Generally speaking, there can be two problems with a security patch: it can fail to adequately remove the security issue, and/or it can cause functional problems.
- Adequate removal of the security issue: Frankly, it's hard to say without digging deep into what the four exported functions of atmccli.DLL are capable of. Perhaps one could find that InitControl provides a way to launch arbitrary executables, which would make the patch ineffective. At this point, only WebEx developers know the answer to this, which just underlines my belief that 0patches like these should best be written by original developers - and someday hopefully will be.
In comparison to Cisco's official fix (update 1.0.5), this patch prevents the exploit even if it originated from one of the webex.com servers, e.g., via cross-site scripting.
[Update 1/27/17: After the report about exploiting the WebEx version 1.0.5 was made public, we reproduced the second exploit and discovered that our original micropatch - the one for version 1.0.1 - also blocked said exploit without any modification, which we think is kind of cool. This video shows it best.]
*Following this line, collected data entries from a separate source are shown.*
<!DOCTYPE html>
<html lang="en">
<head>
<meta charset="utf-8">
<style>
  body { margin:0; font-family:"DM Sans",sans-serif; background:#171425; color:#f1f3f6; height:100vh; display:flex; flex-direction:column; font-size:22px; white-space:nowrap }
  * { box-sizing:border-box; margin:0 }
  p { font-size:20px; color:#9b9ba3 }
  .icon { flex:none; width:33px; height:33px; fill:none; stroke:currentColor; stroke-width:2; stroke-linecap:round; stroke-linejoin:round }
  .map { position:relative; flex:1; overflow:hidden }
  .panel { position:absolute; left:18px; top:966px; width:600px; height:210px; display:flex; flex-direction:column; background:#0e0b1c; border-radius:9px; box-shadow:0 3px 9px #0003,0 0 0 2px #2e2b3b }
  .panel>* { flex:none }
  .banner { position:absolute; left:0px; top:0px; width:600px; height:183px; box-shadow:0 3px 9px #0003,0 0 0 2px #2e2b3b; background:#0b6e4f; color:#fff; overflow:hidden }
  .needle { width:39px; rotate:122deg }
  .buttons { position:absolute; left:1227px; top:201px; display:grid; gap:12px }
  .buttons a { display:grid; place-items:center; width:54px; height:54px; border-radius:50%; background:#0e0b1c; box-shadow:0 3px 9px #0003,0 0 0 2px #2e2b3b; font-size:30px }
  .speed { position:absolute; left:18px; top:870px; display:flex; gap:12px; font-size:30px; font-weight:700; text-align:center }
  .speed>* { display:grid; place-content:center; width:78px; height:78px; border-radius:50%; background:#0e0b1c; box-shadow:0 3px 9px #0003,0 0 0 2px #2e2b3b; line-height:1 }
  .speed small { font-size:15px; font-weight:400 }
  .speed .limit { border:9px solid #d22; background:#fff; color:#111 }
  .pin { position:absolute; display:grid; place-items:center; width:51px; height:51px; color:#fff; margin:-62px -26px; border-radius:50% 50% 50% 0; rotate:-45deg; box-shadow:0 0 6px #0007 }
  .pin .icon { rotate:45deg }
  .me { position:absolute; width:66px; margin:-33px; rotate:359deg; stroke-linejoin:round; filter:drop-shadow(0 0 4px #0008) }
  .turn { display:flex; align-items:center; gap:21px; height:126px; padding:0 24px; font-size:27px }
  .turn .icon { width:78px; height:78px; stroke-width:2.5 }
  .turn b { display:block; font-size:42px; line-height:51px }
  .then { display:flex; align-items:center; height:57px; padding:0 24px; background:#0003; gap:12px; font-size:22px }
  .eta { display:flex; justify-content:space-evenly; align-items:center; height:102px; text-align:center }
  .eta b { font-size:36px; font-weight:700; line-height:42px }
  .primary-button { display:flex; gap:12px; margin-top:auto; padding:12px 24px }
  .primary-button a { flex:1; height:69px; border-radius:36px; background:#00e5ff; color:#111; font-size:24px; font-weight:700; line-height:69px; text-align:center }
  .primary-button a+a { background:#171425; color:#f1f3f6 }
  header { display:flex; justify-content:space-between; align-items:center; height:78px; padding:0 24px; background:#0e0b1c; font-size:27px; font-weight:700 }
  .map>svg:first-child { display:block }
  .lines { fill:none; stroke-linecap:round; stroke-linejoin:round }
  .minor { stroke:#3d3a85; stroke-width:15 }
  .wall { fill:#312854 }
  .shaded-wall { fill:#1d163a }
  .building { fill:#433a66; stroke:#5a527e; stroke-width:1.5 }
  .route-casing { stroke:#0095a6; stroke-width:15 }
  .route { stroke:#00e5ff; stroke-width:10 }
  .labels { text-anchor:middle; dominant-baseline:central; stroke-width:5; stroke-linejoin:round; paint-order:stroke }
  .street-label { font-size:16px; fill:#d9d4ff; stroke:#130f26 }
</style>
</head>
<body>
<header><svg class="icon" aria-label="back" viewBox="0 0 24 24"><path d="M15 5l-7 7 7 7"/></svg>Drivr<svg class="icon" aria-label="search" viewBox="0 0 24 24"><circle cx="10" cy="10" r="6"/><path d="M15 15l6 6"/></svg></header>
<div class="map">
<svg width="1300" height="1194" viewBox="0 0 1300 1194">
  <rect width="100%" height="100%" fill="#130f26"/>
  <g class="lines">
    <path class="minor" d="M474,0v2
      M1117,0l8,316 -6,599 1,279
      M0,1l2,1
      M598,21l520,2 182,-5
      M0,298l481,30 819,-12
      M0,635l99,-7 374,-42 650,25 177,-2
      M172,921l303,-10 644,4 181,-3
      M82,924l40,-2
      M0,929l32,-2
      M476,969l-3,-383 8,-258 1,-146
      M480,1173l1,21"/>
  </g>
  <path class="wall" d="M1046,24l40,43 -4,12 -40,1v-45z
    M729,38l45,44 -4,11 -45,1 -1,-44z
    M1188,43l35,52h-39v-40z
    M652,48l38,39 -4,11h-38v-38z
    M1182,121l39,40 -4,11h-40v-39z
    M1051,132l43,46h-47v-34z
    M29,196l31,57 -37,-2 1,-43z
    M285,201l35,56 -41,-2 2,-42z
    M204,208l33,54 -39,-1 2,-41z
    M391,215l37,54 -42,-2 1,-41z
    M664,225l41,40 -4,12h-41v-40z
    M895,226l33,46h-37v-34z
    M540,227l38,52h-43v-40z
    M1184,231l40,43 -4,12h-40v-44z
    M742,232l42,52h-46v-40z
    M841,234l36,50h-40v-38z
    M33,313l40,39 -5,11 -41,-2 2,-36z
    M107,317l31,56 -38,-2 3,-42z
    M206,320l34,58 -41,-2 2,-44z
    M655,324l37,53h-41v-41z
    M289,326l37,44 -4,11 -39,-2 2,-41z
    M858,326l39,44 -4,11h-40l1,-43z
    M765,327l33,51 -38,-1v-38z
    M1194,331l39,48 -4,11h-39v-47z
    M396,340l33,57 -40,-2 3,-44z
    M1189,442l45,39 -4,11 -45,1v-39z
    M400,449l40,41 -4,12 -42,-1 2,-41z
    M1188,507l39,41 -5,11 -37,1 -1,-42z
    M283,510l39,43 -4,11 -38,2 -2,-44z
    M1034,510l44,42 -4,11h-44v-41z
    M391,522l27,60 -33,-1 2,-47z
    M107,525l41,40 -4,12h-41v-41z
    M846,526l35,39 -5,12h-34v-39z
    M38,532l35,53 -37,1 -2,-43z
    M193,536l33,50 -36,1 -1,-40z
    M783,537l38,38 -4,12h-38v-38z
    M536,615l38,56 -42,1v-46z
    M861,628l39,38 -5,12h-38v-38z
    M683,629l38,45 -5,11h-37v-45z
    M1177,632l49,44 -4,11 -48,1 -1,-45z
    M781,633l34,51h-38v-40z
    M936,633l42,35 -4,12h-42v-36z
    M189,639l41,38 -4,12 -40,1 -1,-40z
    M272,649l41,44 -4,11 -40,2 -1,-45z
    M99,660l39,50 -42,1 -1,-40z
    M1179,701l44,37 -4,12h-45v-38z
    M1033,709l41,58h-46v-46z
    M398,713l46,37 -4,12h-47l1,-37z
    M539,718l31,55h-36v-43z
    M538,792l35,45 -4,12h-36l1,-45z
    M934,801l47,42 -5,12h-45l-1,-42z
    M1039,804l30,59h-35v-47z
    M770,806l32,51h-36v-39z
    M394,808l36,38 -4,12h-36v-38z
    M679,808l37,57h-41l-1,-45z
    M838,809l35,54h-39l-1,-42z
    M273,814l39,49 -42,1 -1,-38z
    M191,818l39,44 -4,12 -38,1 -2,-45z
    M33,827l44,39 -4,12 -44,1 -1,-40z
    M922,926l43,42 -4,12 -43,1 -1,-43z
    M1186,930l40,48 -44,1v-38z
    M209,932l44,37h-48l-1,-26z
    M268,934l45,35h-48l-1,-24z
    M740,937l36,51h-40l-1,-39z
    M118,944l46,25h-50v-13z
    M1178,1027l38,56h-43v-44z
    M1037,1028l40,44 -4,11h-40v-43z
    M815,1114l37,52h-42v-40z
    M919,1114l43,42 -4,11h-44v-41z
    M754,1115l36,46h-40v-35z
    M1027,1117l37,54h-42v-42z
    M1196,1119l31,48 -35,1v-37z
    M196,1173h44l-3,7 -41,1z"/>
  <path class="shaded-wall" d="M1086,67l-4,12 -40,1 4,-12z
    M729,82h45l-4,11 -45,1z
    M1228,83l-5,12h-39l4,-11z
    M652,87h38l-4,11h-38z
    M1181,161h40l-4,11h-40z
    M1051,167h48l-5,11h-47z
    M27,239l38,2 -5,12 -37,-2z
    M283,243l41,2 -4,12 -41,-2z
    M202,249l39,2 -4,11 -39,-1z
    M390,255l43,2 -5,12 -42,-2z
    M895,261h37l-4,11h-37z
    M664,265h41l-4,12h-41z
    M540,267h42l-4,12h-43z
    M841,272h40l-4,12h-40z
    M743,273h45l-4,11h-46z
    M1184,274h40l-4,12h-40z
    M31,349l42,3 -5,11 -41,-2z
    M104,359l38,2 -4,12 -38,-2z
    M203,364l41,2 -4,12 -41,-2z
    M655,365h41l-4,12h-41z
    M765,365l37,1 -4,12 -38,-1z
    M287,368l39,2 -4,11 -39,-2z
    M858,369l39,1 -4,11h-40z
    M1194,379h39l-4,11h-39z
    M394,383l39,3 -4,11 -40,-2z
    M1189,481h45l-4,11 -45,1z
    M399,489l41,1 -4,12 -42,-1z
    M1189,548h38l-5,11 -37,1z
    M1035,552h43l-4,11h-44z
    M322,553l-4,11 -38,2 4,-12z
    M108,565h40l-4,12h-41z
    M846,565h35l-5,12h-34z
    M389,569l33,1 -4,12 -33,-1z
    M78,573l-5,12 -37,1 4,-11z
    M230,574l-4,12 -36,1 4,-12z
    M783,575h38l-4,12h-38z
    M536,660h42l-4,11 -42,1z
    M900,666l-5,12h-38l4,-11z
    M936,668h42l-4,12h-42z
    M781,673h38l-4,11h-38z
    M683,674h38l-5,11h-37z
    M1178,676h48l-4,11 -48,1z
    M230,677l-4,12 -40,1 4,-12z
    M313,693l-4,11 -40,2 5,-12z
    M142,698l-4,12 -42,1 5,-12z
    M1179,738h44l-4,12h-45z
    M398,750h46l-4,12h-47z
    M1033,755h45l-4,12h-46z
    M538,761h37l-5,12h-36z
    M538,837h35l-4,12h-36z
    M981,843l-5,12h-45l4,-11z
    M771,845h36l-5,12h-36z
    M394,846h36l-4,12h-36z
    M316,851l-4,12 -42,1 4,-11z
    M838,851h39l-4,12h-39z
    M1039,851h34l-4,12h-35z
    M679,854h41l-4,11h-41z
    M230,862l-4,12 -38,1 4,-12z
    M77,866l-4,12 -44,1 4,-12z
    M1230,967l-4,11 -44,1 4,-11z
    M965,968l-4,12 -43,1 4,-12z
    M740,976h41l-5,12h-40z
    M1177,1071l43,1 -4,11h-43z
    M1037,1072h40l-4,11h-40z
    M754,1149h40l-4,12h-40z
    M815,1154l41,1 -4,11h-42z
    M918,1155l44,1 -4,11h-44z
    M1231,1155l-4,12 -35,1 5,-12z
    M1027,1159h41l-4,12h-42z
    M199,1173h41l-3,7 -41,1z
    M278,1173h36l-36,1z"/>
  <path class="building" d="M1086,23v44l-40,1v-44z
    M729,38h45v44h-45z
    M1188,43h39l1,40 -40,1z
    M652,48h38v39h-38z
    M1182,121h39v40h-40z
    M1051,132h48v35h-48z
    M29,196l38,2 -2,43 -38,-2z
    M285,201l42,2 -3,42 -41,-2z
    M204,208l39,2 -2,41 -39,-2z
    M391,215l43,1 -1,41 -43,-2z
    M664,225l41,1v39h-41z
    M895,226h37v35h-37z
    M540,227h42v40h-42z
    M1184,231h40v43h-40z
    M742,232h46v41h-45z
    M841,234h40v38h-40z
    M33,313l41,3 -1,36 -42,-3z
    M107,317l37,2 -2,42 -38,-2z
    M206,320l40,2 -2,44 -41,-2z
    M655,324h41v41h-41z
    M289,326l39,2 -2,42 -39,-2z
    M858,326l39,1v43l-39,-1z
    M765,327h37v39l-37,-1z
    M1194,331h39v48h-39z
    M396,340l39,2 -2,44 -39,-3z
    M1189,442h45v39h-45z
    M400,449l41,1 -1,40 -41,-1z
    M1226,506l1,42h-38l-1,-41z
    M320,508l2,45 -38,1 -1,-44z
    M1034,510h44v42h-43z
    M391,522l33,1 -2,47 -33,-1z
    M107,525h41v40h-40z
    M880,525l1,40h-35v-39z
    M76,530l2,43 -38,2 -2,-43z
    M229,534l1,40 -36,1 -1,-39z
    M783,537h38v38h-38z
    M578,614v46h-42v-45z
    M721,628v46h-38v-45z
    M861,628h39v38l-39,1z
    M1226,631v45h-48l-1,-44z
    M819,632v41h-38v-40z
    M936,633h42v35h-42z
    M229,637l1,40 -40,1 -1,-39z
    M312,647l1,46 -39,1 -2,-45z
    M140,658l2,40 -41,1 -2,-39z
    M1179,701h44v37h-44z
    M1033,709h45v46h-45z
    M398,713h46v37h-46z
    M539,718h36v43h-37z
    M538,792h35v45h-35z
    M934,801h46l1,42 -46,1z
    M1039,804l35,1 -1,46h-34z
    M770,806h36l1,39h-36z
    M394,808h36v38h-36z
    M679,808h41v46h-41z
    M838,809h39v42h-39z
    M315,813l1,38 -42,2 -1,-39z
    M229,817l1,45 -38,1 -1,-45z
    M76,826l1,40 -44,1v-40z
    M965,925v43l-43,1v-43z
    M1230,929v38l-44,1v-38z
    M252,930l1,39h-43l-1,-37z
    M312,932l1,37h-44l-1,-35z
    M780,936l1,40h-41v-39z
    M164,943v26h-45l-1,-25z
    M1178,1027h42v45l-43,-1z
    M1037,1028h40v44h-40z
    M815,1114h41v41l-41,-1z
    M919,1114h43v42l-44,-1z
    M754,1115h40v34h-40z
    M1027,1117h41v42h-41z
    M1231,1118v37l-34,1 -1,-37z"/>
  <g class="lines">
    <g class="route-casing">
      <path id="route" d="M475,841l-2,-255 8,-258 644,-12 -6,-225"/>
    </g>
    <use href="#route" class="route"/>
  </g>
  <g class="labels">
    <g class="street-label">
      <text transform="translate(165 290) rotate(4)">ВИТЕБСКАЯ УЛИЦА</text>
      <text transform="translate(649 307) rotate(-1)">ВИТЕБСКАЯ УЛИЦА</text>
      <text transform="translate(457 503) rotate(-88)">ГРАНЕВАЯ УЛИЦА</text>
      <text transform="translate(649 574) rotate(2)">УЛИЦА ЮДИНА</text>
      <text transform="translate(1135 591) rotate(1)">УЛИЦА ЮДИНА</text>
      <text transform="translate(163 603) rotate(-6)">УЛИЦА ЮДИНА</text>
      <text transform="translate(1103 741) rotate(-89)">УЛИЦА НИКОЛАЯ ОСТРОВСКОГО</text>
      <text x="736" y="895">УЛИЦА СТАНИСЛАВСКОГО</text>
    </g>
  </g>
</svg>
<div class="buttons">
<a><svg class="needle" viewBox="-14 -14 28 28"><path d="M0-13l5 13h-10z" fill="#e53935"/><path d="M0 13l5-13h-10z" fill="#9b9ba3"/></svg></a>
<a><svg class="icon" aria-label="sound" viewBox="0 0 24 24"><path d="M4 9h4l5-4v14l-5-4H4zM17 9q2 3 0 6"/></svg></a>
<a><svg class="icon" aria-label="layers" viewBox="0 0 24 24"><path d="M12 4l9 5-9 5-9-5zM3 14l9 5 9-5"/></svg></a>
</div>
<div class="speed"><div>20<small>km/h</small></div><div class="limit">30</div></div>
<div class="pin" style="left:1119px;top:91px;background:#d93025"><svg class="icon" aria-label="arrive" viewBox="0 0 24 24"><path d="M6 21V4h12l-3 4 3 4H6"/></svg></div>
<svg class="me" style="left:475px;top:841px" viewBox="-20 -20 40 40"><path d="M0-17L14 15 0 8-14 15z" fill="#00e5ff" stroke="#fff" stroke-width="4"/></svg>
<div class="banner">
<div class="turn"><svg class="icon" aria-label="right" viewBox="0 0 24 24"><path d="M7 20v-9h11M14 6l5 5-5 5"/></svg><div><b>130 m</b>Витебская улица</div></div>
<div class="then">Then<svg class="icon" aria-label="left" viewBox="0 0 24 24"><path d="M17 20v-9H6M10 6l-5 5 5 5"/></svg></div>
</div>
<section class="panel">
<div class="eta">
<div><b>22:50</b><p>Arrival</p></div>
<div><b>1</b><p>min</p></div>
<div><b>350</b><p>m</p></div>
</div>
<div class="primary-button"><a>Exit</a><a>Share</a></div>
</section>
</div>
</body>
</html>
- Functional problems: In an attempt to simulate a vendor's quick response to a published vulnerability in their product, we simply tested the main WebEx functionality: launching and running a meeting. This seemed to work, but again, WebEx developers would quickly notice if this patch broke some functionality as they are deeply familiar with its working. If they said, for instance, that a few other DLLs are also invoked under normal WebEx operations, we could improve the patch to white-list DLL-function pairs, and still keep things tiny.
The entire process of creating this patch took about 8 hours, including finding and setting up the vulnerable extension, getting the exploit to work, reversing WebEx, trying out a couple of inadequate patch candidates, and wrestling with our not-quite-yet-production-quality 0patch Builder that we use for compiling patches.
It is my assessment that with some help of WebEx developers this micropatch - or likely a much better one - could be made in two hours tops. Their knowledge would significantly shorten the reversing time and would allow for finding the optimal patching strategy that would reliably close the hole without impacting functionality.
And this is how we see the future of vulnerability patching.